=== Recorded information ===
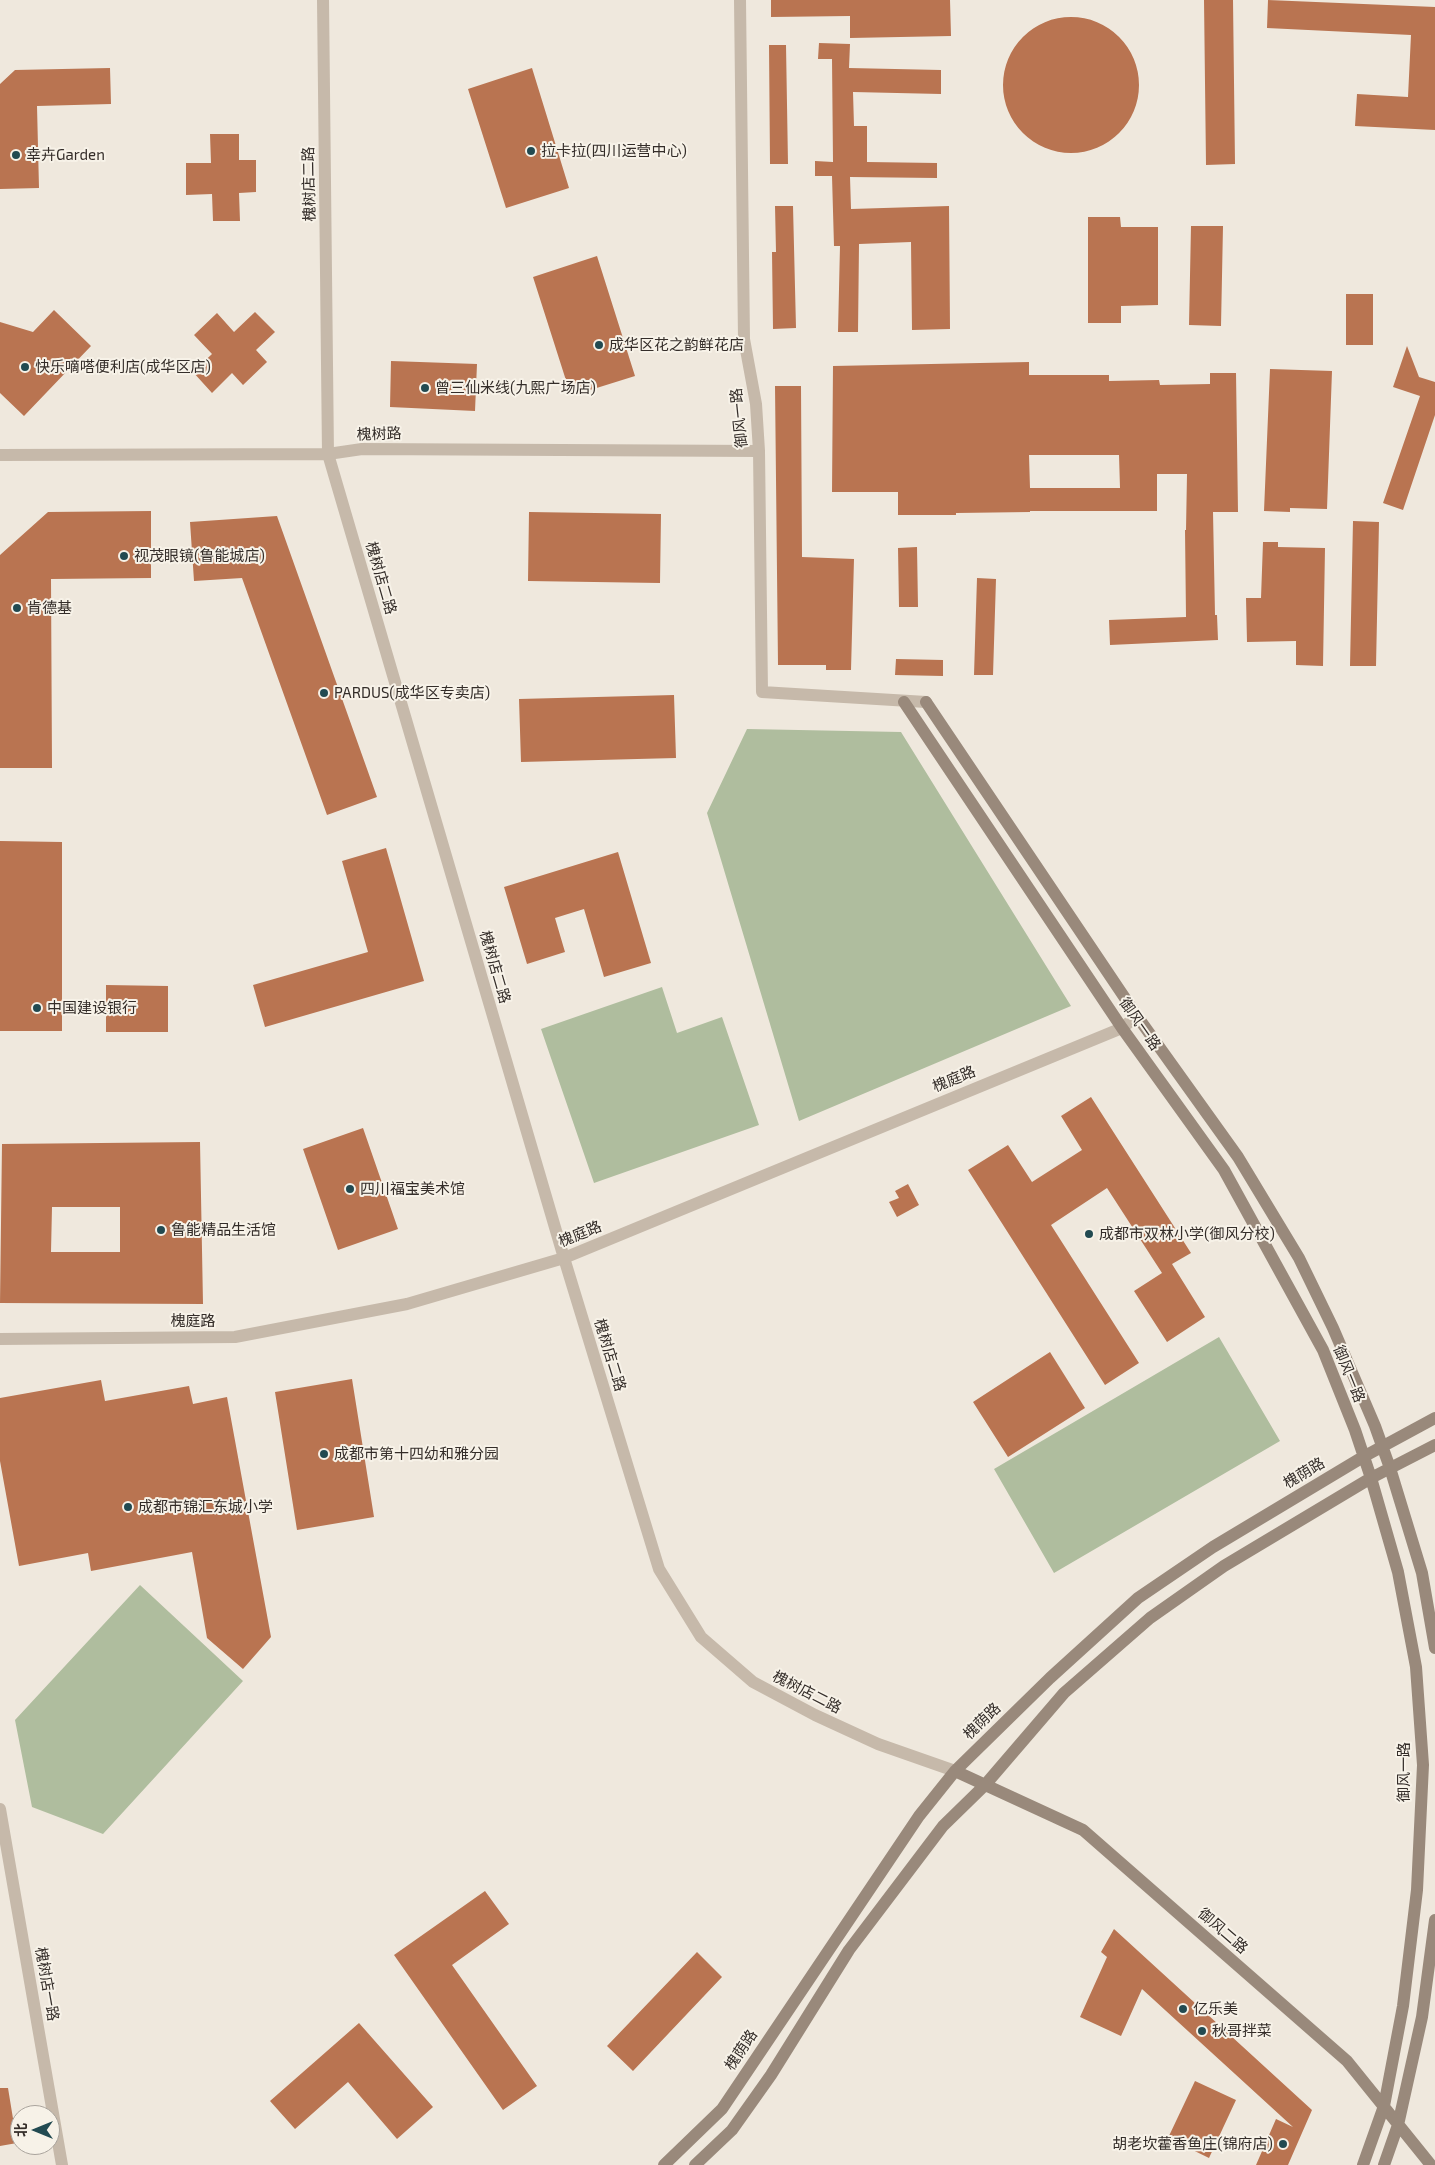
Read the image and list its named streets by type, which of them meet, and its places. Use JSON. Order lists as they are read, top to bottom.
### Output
{
  "streets": {
    "main road": ["御风一路", "槐荫路", "御风二路"],
    "street": [
      "槐树店二路",
      "槐树路",
      "槐庭路",
      "槐树店一路"
    ]
  },
  "crossings": [
    ["槐树店二路", "槐树路"],
    ["槐树店二路", "槐庭路"],
    ["槐树店二路", "槐荫路"],
    ["槐树店二路", "御风二路"],
    ["御风一路", "槐树路"],
    ["御风一路", "槐庭路"],
    ["御风一路", "槐荫路"],
    ["御风一路", "御风二路"],
    ["槐荫路", "御风二路"]
  ],
  "places": [
    "拉卡拉(四川运营中心)",
    "幸卉Garden",
    "成华区花之韵鲜花店",
    "快乐嘀嗒便利店(成华区店)",
    "曾三仙米线(九熙广场店)",
    "视茂眼镜(鲁能城店)",
    "肯德基",
    "PARDUS(成华区专卖店)",
    "中国建设银行",
    "四川福宝美术馆",
    "鲁能精品生活馆",
    "成都市双林小学(御风分校)",
    "成都市第十四幼和雅分园",
    "成都市锦汇东城小学",
    "亿乐美",
    "秋哥拌菜",
    "胡老坎藿香鱼庄(锦府店)"
  ],
  "north": "left"
}
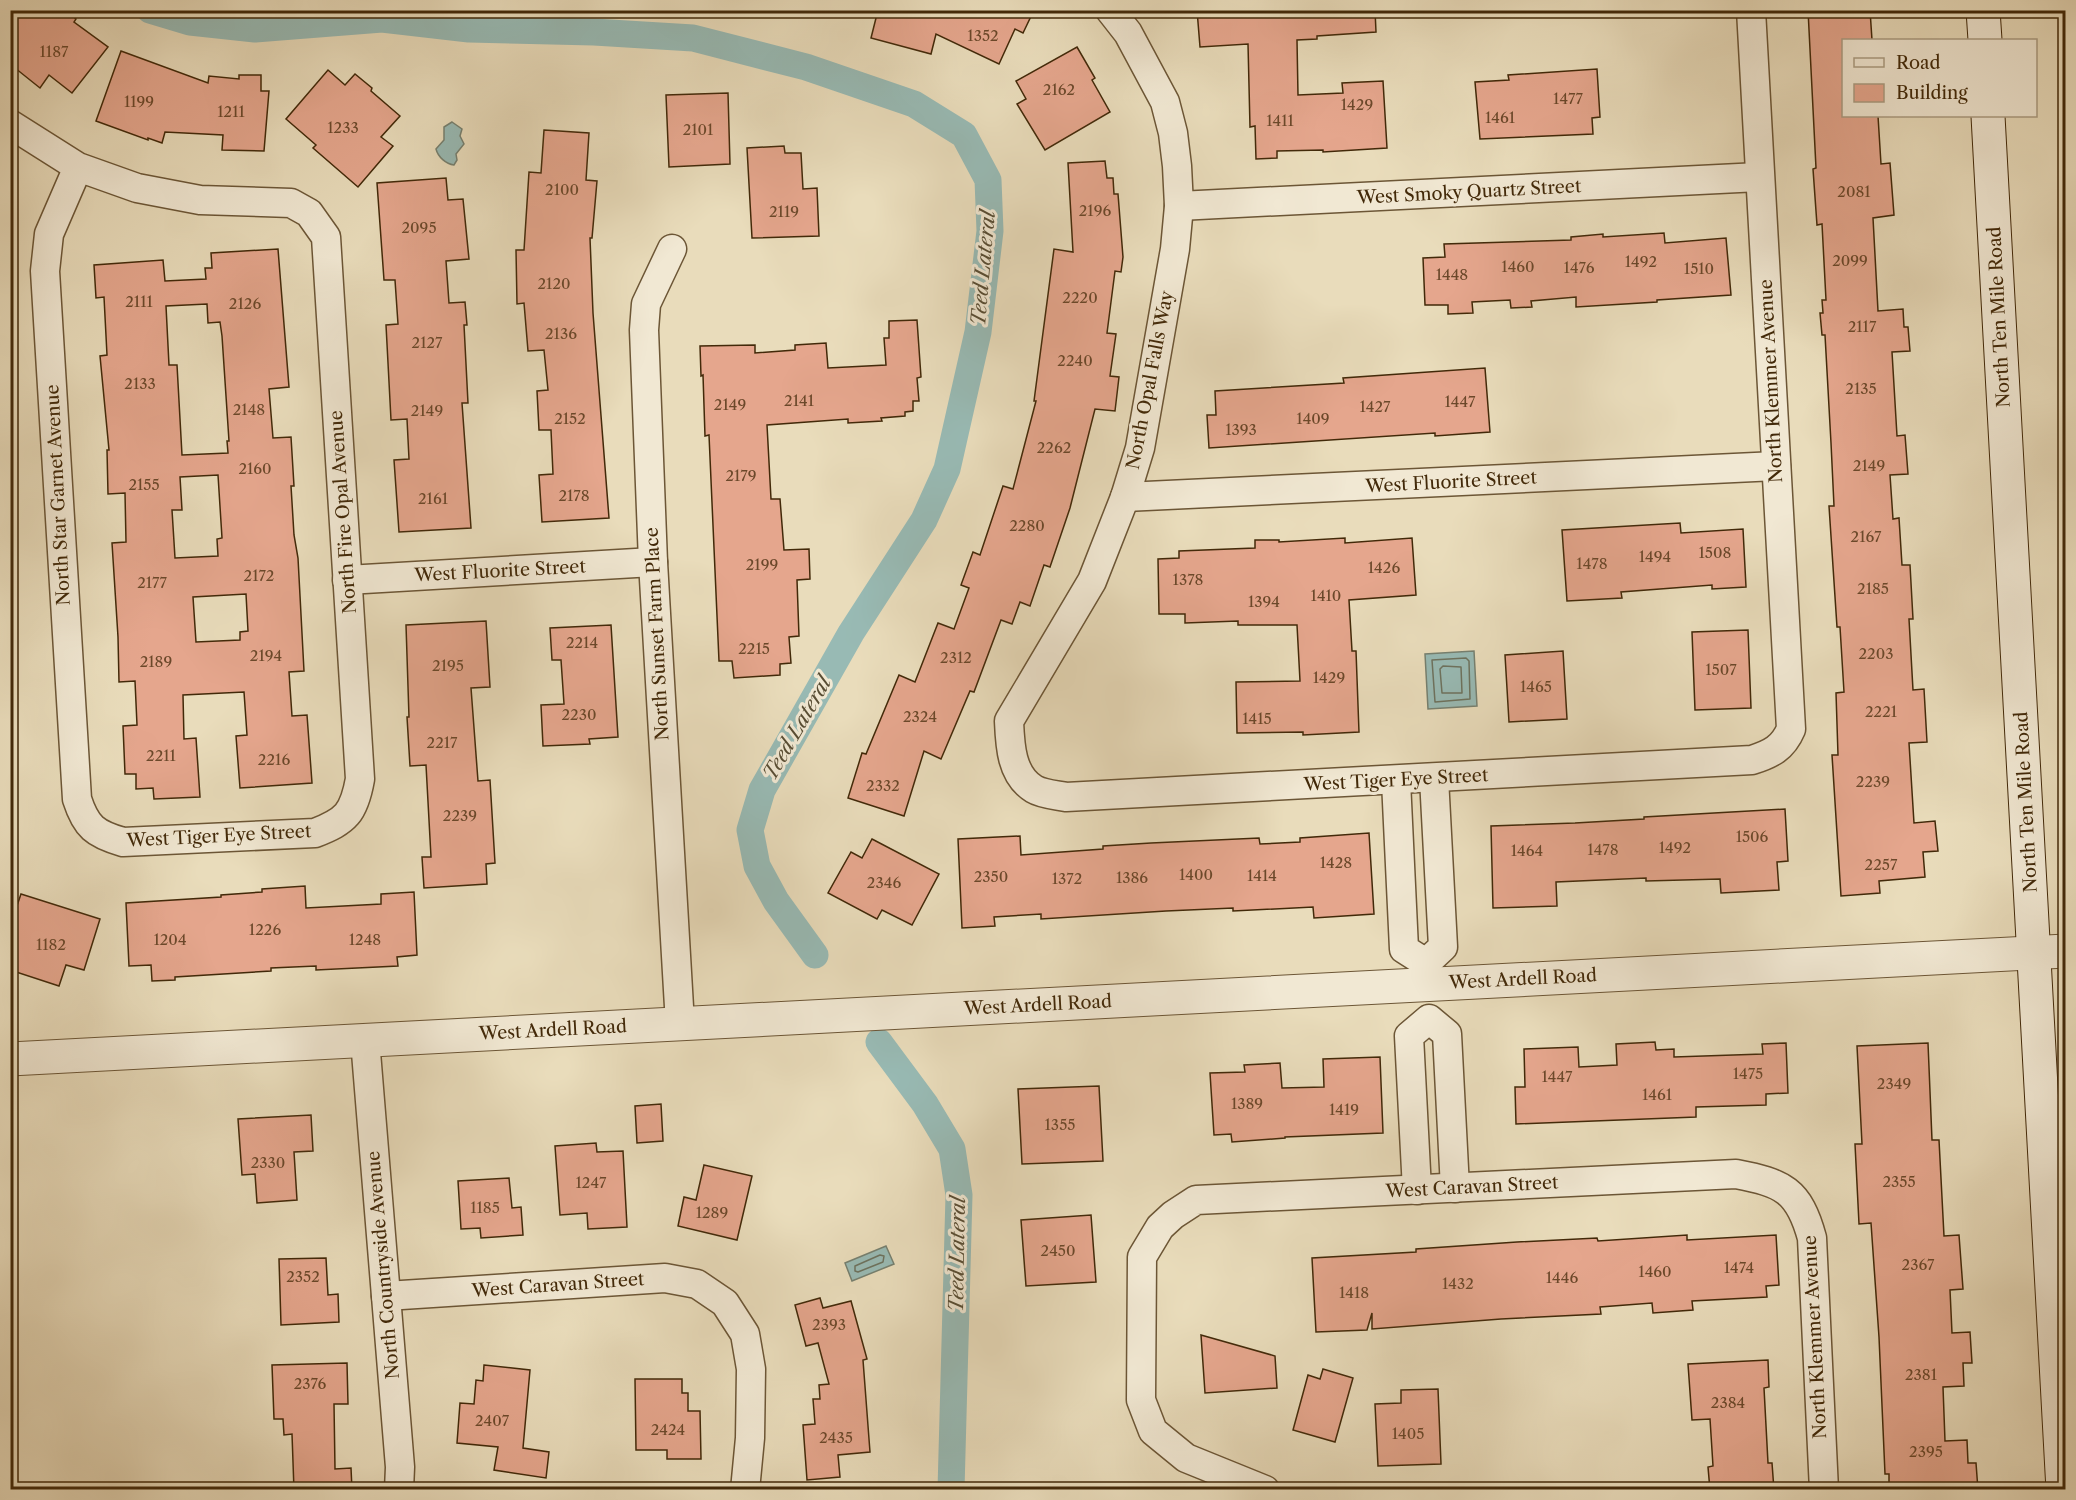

=== What you will do ===
Transcribe the listing in full and omit the pictures.

=== Solved problem ===
Read the image and list its named streets by type, which of them meet, and its places. Use JSON. Order lists as they are read, top to bottom.
### Output
{
  "streets": {
    "main road": ["御风一路", "槐荫路", "御风二路"],
    "street": [
      "槐树店二路",
      "槐树路",
      "槐庭路",
      "槐树店一路"
    ]
  },
  "crossings": [
    ["槐树店二路", "槐树路"],
    ["槐树店二路", "槐庭路"],
    ["槐树店二路", "槐荫路"],
    ["槐树店二路", "御风二路"],
    ["御风一路", "槐树路"],
    ["御风一路", "槐庭路"],
    ["御风一路", "槐荫路"],
    ["御风一路", "御风二路"],
    ["槐荫路", "御风二路"]
  ],
  "places": [
    "拉卡拉(四川运营中心)",
    "幸卉Garden",
    "成华区花之韵鲜花店",
    "快乐嘀嗒便利店(成华区店)",
    "曾三仙米线(九熙广场店)",
    "视茂眼镜(鲁能城店)",
    "肯德基",
    "PARDUS(成华区专卖店)",
    "中国建设银行",
    "四川福宝美术馆",
    "鲁能精品生活馆",
    "成都市双林小学(御风分校)",
    "成都市第十四幼和雅分园",
    "成都市锦汇东城小学",
    "亿乐美",
    "秋哥拌菜",
    "胡老坎藿香鱼庄(锦府店)"
  ],
  "north": "left"
}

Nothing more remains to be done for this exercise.